Masked Attentions in Transformer Architectures

 

Introduction

Masked attention is typically used in the Decoder part of (vanilla) transformer architecture to prevent the model from looking at future tokens. This left me with the impression that the models trained using Masked Language Modelling (MLM) objective use Masked Attention. However, masked language models like BERT (Bidirectional Encoded Representation from Transformers) DO NOT USE MASK in the attention layer. I will come to this part at the end. Despite the difference, it is essential to understand how masked attention works. For that, let’s create some toy embeddings for 8 tokens with the embedding size of 32 (that is,$X \in \mathbb{R}^{8 \times 32}$)

1
2
3
4
# import all necessary libraries
import torch
from matplotlib import pyplot as plt
x = torch.randn(8,32,generator=torch.random.manual_seed(42))

Self-Attention

Let’s recall the process involved in self-attention block. It could be written simply by

$$z = Softmax(\frac{QK^T}{\sqrt{d_k}})V$$

The query (Q), key (K) and value (V) matrices are obtained by multiplying $W_Q,W_K$ and $W_V$ matrices with the embeddings $X$.

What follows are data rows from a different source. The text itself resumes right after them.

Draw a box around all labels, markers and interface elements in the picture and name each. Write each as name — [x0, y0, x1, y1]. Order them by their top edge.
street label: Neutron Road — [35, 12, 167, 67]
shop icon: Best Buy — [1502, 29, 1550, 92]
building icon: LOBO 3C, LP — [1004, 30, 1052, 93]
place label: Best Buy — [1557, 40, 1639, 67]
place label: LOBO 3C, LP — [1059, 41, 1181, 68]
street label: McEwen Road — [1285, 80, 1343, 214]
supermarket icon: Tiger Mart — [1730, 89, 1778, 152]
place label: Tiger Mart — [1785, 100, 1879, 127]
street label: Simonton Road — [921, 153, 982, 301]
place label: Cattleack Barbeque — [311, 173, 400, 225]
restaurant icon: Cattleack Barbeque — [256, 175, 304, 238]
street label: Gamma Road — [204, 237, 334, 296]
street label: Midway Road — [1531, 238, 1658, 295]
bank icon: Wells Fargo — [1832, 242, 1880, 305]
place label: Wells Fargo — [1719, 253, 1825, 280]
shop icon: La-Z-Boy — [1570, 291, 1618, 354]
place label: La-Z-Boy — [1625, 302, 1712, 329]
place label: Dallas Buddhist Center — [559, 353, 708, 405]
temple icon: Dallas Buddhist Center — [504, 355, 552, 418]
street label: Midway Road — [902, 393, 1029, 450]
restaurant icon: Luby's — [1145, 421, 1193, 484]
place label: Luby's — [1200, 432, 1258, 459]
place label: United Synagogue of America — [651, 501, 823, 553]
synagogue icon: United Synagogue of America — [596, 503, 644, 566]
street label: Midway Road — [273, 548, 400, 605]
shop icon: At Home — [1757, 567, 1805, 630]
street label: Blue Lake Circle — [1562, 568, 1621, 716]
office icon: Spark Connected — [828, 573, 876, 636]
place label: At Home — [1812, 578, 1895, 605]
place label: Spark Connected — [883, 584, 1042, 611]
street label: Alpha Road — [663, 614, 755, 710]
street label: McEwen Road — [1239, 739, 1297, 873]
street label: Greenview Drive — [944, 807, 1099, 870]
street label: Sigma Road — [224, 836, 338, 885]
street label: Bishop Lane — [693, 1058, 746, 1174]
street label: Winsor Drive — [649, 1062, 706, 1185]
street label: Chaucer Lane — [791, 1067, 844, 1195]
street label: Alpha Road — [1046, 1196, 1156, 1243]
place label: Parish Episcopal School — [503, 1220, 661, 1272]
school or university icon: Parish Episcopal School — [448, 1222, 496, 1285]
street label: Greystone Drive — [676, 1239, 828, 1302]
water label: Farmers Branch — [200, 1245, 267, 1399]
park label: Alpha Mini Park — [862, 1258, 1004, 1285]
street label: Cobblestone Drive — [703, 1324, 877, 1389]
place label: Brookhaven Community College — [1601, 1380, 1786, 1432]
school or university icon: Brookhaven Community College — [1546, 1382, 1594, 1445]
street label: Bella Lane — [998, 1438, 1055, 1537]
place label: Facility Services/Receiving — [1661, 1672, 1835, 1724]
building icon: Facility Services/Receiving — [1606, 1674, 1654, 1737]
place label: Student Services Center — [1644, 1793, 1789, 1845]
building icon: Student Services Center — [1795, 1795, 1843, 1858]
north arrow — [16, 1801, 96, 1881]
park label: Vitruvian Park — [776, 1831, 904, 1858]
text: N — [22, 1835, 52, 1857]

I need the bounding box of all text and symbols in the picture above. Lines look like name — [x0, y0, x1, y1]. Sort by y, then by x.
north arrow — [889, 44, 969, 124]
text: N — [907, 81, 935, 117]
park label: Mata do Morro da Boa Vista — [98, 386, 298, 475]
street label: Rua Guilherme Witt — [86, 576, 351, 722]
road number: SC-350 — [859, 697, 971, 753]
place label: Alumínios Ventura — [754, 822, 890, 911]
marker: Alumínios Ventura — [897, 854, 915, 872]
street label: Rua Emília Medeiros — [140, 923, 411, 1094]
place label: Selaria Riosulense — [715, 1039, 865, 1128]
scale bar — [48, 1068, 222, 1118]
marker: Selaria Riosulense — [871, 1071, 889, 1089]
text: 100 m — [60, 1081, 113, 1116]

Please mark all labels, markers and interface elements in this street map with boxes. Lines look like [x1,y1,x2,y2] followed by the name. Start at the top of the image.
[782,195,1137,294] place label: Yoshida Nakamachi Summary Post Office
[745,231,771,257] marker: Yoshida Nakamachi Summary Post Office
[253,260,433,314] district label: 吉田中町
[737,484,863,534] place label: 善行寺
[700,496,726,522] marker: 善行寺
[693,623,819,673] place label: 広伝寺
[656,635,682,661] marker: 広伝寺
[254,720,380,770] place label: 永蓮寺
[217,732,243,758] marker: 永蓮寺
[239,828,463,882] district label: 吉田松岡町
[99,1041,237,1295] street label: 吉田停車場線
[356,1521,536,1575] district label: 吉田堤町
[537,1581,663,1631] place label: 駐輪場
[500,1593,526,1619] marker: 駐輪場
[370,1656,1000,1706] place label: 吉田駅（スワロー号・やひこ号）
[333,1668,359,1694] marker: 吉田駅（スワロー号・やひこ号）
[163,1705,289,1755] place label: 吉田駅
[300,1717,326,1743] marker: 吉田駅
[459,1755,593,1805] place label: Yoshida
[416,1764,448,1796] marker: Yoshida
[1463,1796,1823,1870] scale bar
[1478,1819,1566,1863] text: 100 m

Let’s fix the size of $W_Q= W_K=W_V = 32 \times 16$. Therefore, the size of $Q,K,V$ is $8 \times 16$ (Notice that the number of rows (tokens) remains the same throughout the entire computation). I am excluding batch dimension for a quicker grasp of the concept. In case of using a mask, we would have to rewrite the above equation as follows

$$z = Softmax(\frac{QK^T+Mask}{\sqrt{d_k}})V$$

1
2
3
4
5
6
7
8
9
10
11
def self_attention(q,k,v,has_mask=False,mask=None):

  if not has_mask:
    scores = torch.matmul(q,k.T)
  else:
    scores = torch.matmul(q,k.T)+mask

  
  alpha = torch.softmax(scores,dim=1)
  out = torch.matmul(alpha,v)
  return alpha,out

Let’s obtain $Q,K,V$ and compute attention score alpha.

1
2
3
4
5
6
Wq = torch.randn(32,16,generator=torch.random.manual_seed(10))
Wk = torch.randn(32,16,generator=torch.random.manual_seed(11))
Wv = torch.randn(32,16,generator=torch.random.manual_seed(12))
q = torch.matmul(x,Wq) # notice the order of multiplication
k = torch.matmul(x,Wk)
v = torch.matmul(x,Wv)

Let’s pass it through self-attention function and display the attention matrix without applying a mask.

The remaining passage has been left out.